Kagwe urges churches to continue online services post-pandemic

Some challenges including domestic violence and financial distress have since increased due to the virus.

In Summary

• He said some challenges, including domestic violence and financial distress which have since increased due to the virus, cannot fully be solved through the law.

• Kagwe said the government plans to work with the religious community -Christians, Muslims, and other religions -   to help reduce the impact caused by the pandemic.

CS Health Mutahi Kagwe during the daily press briefing on coronavirus pandemic update at Afya house on May 21,2020/ MERCY MUMO
CS Health Mutahi Kagwe during the daily press briefing on coronavirus pandemic update at Afya house on May 21,2020/ MERCY MUMO

Health CS Mutahi Kagwe on Thursday said the ministry had a meeting with spiritual leaders to address emerging issues from the Covid-19 pandemic that cannot be addressed by law.

He said some challenges, including domestic violence and financial distress which have since increased due to the virus, cannot fully be solved through the law.

Kagwe said the government plans to work with the religious community -Christians, Muslims, and other religions -   to help reduce the impact caused by the pandemic.

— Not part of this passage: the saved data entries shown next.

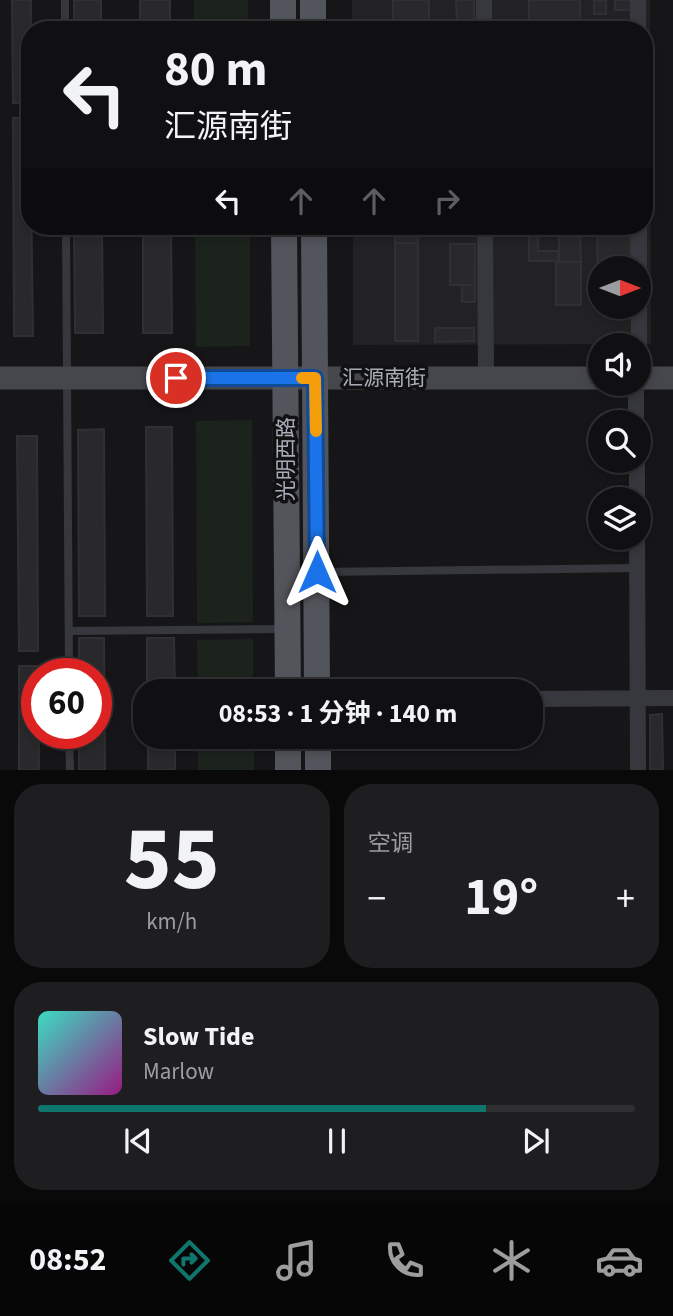 <!DOCTYPE html>
<html lang="zh">
<head>
<meta charset="utf-8">
<style>
  :root { --surface:#101012; --page:#1e1e20; --text:#f1f3f6; --muted:#9c9d9f; --line:#303032; --accent:#0f766e }
  body { margin:0; font-family:"Source Sans 3","Noto Sans SC",sans-serif; background:var(--page); color:var(--text); height:100vh; display:flex; flex-direction:column; font-size:26px; white-space:nowrap }
  * { box-sizing:border-box; margin:0 }
  p { font-size:23px; color:var(--muted) }
  .icon { flex:none; width:38px; height:38px; fill:none; stroke:currentColor; stroke-width:2; stroke-linecap:round; stroke-linejoin:round }
  .map { position:relative; height:770px; overflow:hidden }
  .details { display:flex; flex-direction:column; gap:14px; padding:14px; background:#09090a; flex:1 }
  .details>* { flex:none }
  .banner { position:absolute; left:21px; top:21px; width:632px; height:214px; border-radius:28px; box-shadow:0 4px 10px #0003,0 0 0 2px var(--line); background:#101012; color:var(--text); overflow:hidden }
  .needle { width:46px; rotate:90deg }
  .buttons { position:absolute; left:588px; top:256px; display:grid; gap:14px }
  .buttons a { display:grid; place-items:center; width:63px; height:63px; border-radius:50%; background:var(--surface); box-shadow:0 4px 10px #0003,0 0 0 2px var(--line); font-size:35px }
  .speed { position:absolute; left:21px; top:658px; display:flex; gap:14px; font-size:35px; font-weight:700; text-align:center }
  .speed>* { display:grid; place-content:center; width:91px; height:91px; border-radius:50%; background:var(--surface); box-shadow:0 4px 10px #0003,0 0 0 2px var(--line); line-height:1 }
  .speed .limit { border:10px solid #d22; background:#fff; color:#111 }
  .pin { position:absolute; display:grid; place-items:center; width:60px; height:60px; color:#fff; margin:-30px; border:4px solid #fff; border-radius:50%; box-shadow:0 2px 7px #0007 }
  .me { position:absolute; width:77px; margin:-38px; rotate:0deg; stroke-linejoin:round; filter:drop-shadow(0 0 5px #0008) }
  .turn { display:flex; align-items:center; gap:24px; height:147px; padding:0 28px; font-size:32px }
  .turn .icon { width:91px; height:91px; stroke-width:2.5 }
  .turn b { display:block; font-size:49px; line-height:60px }
  .lanes { display:flex; align-items:center; height:66px; padding:0 28px; background:#0003; justify-content:center; gap:35px; direction:ltr }
  .lanes .off { opacity:.35 }
  .big { font-size:52px; font-weight:700; line-height:1.1 }
  .details .card { flex:1; display:flex; flex-direction:column; justify-content:center; gap:10px; min-width:0; padding:0 24px; border-radius:28px; background:var(--page) }
  .details .dial { align-items:center; gap:0 }
  .dial b { font-size:91px; line-height:1 }
  .song { display:flex; align-items:center; gap:21px }
  .cover { width:84px; height:84px; border-radius:10px; background:linear-gradient(135deg,hsl(170 70% 55%),hsl(310 70% 35%)) }
  .played { height:7px; border-radius:4px; background:linear-gradient(90deg,var(--accent) 75%,var(--line) 75%) }
  .keys { display:flex; justify-content:space-around; direction:ltr }
  .heat { display:flex; justify-content:space-between; align-items:center; font-size:38px; direction:ltr }
  .details .tiles { flex:1; display:grid; gap:14px; grid-template-columns:1fr 1fr }
  .card:last-child { grid-column:span 2 }
  .trip { position:absolute; left:133px; top:679px; width:410px; height:70px; border-radius:28px; background:var(--surface); box-shadow:0 4px 10px #0003,0 0 0 2px var(--line); font-weight:700; line-height:70px; text-align:center }
  .dock { display:flex; height:112px; justify-content:space-around; align-items:center; background:#060607; color:var(--muted) }
  .dock .icon { width:49px; height:49px }
  .dock .current { color:var(--accent) }
  .dock b { font-size:32px; color:var(--text) }
  .map>svg:first-child { display:block }
  .built { fill:#222225; fill-rule:evenodd }
  .green { fill:#1c231d }
  .building { fill:#29292c; stroke:#303034; stroke-width:2 }
  .lines { fill:none; stroke-linecap:round; stroke-linejoin:round }
  .lane { stroke:#37383d; stroke-width:8 }
  .street { stroke:#37383d; stroke-width:16 }
  .secondary { stroke:#45474d; stroke-width:23 }
  .primary { stroke:#53555c; stroke-width:26 }
  .route-casing { stroke:#114b97; stroke-width:18 }
  .route { stroke:#1a73e8; stroke-width:12 }
  .slow { stroke:#f59e0b; stroke-width:12 }
  .labels { text-anchor:middle; dominant-baseline:central; stroke-width:7; stroke-linejoin:round; paint-order:stroke }
  .street-label { font-size:21px; fill:#a8adb8; stroke:#111113 }
</style>
</head>
<body>
<div class="map">
<svg width="673" height="770" viewBox="0 0 673 770">
  <rect width="100%" height="100%" fill="#161618"/>
  <path class="built" d="M352,0H650L651,344L353,345V226H644V30H352ZM600,268H639V306H600Z"/>
  <path class="green" d="M194,0H248V30H194Z
    M195,226H250V346L196,347Z
    M252,420L253,622L197,623L196,421Z
    M253,639V691H198L197,640Z
    M198,737H254V770H198Z"/>
  <path class="building" d="M12,0H31L30,103H13Z
    M74,0H101V30H74Z
    M140,0H170V30H140Z
    M393,0H429V30H393Z
    M456,0H474V24H457Z
    M529,0H580V24H529Z
    M594,0H606V14H594Z
    M615,0H631V10H615Z
    M13,118H30L33,336H14Z
    M74,226H102L103,333H75Z
    M143,226H171L172,333H143Z
    M395,226H418V243H395Z
    M529,226H538V251H558V261H529Z
    M559,226H580L581,262H559Z
    M597,226H630V268H600V294H598Z
    M395,243H418V341H395Z
    M450,244H475V285H450Z
    M556,262H581V305H556Z
    M462,285H475V302H462Z
    M435,328H474V341L435,342Z
    M146,427H172L173,616H147Z
    M104,429L105,616H79L78,430Z
    M17,436H37L38,651H19Z
    M79,638H104L105,770H79V733H96V674H79Z
    M147,638H174L175,691H147Z
    M19,666H38L39,770H19Z
    M662,714L663,770H650V715Z
    M148,737H175V770H148Z"/>
  <g class="lines">
    <path class="lane" d="M65,0V30
      M66,226L69,674
      M321,572L637,568
      M69,631L284,629
      M69,733L70,770"/>
    <path class="street" d="M484,0V30
      M638,0V30
      M485,226L486,378
      M639,226V378
      M636,383V422
      M637,460V499
      M637,537L638,770
      M530,699L673,698"/>
    <path class="secondary" d="M0,378H600
      M639,378H673"/>
    <path class="primary" d="M283,0V30
      M313,0V30
      M284,226L288,691
      M314,226L317,691
      M288,737V770
      M318,737V770"/>
  </g>
  <g class="lines">
    <g class="route-casing">
      <path id="route" d="M176,378H315L317,572"/>
    </g>
    <use href="#route" class="route"/>
    <path class="slow" d="M302,378H315L316,431"/>
  </g>
  <g class="labels">
    <g class="street-label">
      <text x="384" y="378">汇源南街</text>
      <text transform="translate(286 459) rotate(-90)">光明西路</text>
    </g>
  </g>
</svg>
<div class="buttons">
<a><svg class="needle" viewBox="-14 -14 28 28"><path d="M0-13l5 13h-10z" fill="#e53935"/><path d="M0 13l5-13h-10z" fill="#9c9d9f"/></svg></a>
<a><svg class="icon" aria-label="sound" viewBox="0 0 24 24"><path d="M4 9h4l5-4v14l-5-4H4zM17 9q2 3 0 6"/></svg></a>
<a><svg class="icon" aria-label="search" viewBox="0 0 24 24"><circle cx="10" cy="10" r="6"/><path d="M15 15l6 6"/></svg></a>
<a><svg class="icon" aria-label="layers" viewBox="0 0 24 24"><path d="M12 4l9 5-9 5-9-5zM3 14l9 5 9-5"/></svg></a>
</div>
<div class="speed"><div class="limit">60</div></div>
<div class="pin" style="left:176px;top:378px;background:#d93025"><svg class="icon" aria-label="arrive" viewBox="0 0 24 24"><path d="M6 21V4h12l-3 4 3 4H6"/></svg></div>
<svg class="me" style="left:317px;top:572px" viewBox="-20 -20 40 40"><path d="M0-17L14 15 0 8-14 15z" fill="#1a73e8" stroke="#fff" stroke-width="4"/></svg>
<div class="trip">08:53 · 1 分钟 · 140 m</div>
<div class="banner">
<div class="turn"><svg class="icon" aria-label="left" viewBox="0 0 24 24"><path d="M17 20v-9H6M10 6l-5 5 5 5"/></svg><div><b>80 m</b>汇源南街</div></div>
<div class="lanes"><svg class="icon" aria-label="left" viewBox="0 0 24 24"><path d="M17 20v-9H6M10 6l-5 5 5 5"/></svg><svg class="icon off" aria-label="ahead" viewBox="0 0 24 24"><path d="M12 20V5M6 11l6-6 6 6"/></svg><svg class="icon off" aria-label="ahead" viewBox="0 0 24 24"><path d="M12 20V5M6 11l6-6 6 6"/></svg><svg class="icon off" aria-label="right" viewBox="0 0 24 24"><path d="M7 20v-9h11M14 6l5 5-5 5"/></svg></div>
</div>
</div>
<section class="details">
<div class="tiles">
<div class="card dial"><b>55</b><p>km/h</p></div>
<div class="card"><p>空调</p>
<div class="heat"><a>−</a><b class="big">19°</b><a>+</a></div>
</div>
<div class="card">
<div class="song"><i class="cover"></i><div><b>Slow Tide</b><p>Marlow</p></div></div>
<div class="played"></div>
<div class="keys"><svg class="icon" aria-label="previous" viewBox="0 0 24 24"><path d="M18 5L8 12l10 7zM5 5v14"/></svg><svg class="icon" aria-label="pause" viewBox="0 0 24 24"><path d="M8 5v14M16 5v14"/></svg><svg class="icon" aria-label="next" viewBox="0 0 24 24"><path d="M6 5l10 7-10 7zM19 5v14"/></svg></div>
</div>
</div>
</section>
<nav class="dock">
<b>08:52</b>
<svg class="icon current" aria-label="directions" viewBox="0 0 24 24"><path d="M12 3l9 9-9 9-9-9zM9 14v-3h6M13 9l2 2-2 2"/></svg>
<svg class="icon" aria-label="music" viewBox="0 0 24 24"><path d="M9 18V5l10-2v13"/><circle cx="6" cy="18" r="3"/><circle cx="16" cy="16" r="3"/></svg>
<svg class="icon" aria-label="phone" viewBox="0 0 24 24"><path d="M5 4h4l2 5-3 2q2 4 5 5l2-3 5 2v4C11 20 4 13 5 4z"/></svg>
<svg class="icon" aria-label="climate" viewBox="0 0 24 24"><path d="M12 3v18M4 7l16 10M4 17L20 7"/></svg>
<svg class="icon" aria-label="car" viewBox="0 0 24 24"><path d="M5 17H2v-5l4-1 3-4h7l3 4 3 1v5h-3M9 17h6M6 11h13"/><circle cx="7" cy="17" r="2"/><circle cx="17" cy="17" r="2"/></svg>
</nav>
</body>
</html>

"At a time when we feel that the cases that we are getting are discouraging, allow us to change the protocols that we have developed. It doesn't matter what it is, as long as you are intending to bring people together at this point in time," he said.

Kagwe noted that religious leaders have acknowledged the limitation of what the government is able to do during these hard times and some have plans to continue with virtual services after resumption of the normal schedule (post-coronavirus).

Kagwe was speaking during the daily Covid -19 presser where he announced 80 more virus cases bringing the number to 1,102, the total cases in the country.